EXERCISE - All lines from the one with "Extract the structured data from this" through the close of the records below are to be set down exactly, and no others.

[Stored records]
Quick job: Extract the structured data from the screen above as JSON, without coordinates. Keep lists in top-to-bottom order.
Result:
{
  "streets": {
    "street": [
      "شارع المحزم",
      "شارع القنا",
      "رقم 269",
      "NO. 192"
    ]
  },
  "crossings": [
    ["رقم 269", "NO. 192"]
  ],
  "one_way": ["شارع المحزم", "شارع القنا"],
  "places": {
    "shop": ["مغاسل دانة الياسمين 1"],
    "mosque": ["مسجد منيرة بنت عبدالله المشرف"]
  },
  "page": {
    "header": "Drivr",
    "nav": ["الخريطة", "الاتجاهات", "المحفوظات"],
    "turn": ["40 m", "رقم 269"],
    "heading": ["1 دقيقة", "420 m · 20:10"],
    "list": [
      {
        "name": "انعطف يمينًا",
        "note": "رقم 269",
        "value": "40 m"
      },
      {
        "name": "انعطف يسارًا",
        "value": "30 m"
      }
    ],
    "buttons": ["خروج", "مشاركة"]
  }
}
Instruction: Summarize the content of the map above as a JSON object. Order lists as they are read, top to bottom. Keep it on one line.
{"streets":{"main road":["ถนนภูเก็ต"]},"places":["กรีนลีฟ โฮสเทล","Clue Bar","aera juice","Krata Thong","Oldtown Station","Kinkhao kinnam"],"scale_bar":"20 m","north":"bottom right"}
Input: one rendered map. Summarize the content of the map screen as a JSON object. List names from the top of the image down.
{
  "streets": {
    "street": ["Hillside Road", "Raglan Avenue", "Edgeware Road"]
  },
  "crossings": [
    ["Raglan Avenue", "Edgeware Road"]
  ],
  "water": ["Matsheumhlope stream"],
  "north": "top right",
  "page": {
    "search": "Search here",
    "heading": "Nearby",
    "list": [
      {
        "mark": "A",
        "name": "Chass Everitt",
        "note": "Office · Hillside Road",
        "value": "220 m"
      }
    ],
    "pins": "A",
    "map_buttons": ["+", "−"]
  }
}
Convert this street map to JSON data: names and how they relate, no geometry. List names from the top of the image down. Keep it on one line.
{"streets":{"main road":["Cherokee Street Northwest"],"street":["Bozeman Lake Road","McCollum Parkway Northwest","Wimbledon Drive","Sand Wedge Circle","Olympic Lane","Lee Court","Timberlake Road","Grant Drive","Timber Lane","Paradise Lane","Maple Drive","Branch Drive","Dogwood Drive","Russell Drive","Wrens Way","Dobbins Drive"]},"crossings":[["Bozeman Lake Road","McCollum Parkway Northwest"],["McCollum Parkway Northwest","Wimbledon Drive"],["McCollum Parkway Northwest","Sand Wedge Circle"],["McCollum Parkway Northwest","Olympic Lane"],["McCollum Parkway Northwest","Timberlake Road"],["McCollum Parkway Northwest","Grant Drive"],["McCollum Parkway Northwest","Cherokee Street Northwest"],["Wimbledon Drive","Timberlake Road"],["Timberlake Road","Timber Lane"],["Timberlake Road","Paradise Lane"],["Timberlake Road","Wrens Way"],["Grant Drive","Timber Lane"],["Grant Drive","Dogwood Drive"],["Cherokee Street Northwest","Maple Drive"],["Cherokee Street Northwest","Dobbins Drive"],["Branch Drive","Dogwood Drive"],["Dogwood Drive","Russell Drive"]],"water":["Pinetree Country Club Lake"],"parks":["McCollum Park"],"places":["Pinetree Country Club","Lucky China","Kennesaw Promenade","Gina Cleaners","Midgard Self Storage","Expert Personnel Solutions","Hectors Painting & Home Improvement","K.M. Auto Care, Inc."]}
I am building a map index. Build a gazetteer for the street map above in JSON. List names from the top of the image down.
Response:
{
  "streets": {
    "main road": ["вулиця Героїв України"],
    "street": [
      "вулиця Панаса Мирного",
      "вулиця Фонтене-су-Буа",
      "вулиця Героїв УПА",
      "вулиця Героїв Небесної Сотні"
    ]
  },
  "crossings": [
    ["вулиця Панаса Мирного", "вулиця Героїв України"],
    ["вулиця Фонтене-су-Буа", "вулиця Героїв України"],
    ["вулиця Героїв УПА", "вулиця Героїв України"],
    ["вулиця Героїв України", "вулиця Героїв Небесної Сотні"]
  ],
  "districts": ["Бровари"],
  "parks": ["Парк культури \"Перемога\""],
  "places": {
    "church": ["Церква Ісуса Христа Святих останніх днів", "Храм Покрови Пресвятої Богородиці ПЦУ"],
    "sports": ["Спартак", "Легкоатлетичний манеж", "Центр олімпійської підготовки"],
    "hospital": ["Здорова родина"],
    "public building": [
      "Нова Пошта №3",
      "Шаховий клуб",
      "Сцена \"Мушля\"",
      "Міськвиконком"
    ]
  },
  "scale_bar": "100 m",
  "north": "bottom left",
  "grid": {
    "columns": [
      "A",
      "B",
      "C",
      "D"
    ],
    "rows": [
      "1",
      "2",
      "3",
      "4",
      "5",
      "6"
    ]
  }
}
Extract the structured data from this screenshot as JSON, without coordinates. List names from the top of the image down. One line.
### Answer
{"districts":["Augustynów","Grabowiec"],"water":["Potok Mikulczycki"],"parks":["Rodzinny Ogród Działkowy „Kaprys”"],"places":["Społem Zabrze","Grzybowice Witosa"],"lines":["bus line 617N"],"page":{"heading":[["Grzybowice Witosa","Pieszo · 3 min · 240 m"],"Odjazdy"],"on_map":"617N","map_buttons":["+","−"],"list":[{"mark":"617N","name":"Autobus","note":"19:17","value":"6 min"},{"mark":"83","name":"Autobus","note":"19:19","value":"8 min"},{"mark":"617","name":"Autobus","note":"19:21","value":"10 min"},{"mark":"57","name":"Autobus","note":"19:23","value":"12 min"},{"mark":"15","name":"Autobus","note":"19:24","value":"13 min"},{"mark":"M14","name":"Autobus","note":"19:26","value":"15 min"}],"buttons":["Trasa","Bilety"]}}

THE ANSWER -
Extract the structured data from this screenshot as JSON, without coordinates. List names from the top of the image down. One line.
### Answer
{"districts":["Augustynów","Grabowiec"],"water":["Potok Mikulczycki"],"parks":["Rodzinny Ogród Działkowy „Kaprys”"],"places":["Społem Zabrze","Grzybowice Witosa"],"lines":["bus line 617N"],"page":{"heading":[["Grzybowice Witosa","Pieszo · 3 min · 240 m"],"Odjazdy"],"on_map":"617N","map_buttons":["+","−"],"list":[{"mark":"617N","name":"Autobus","note":"19:17","value":"6 min"},{"mark":"83","name":"Autobus","note":"19:19","value":"8 min"},{"mark":"617","name":"Autobus","note":"19:21","value":"10 min"},{"mark":"57","name":"Autobus","note":"19:23","value":"12 min"},{"mark":"15","name":"Autobus","note":"19:24","value":"13 min"},{"mark":"M14","name":"Autobus","note":"19:26","value":"15 min"}],"buttons":["Trasa","Bilety"]}}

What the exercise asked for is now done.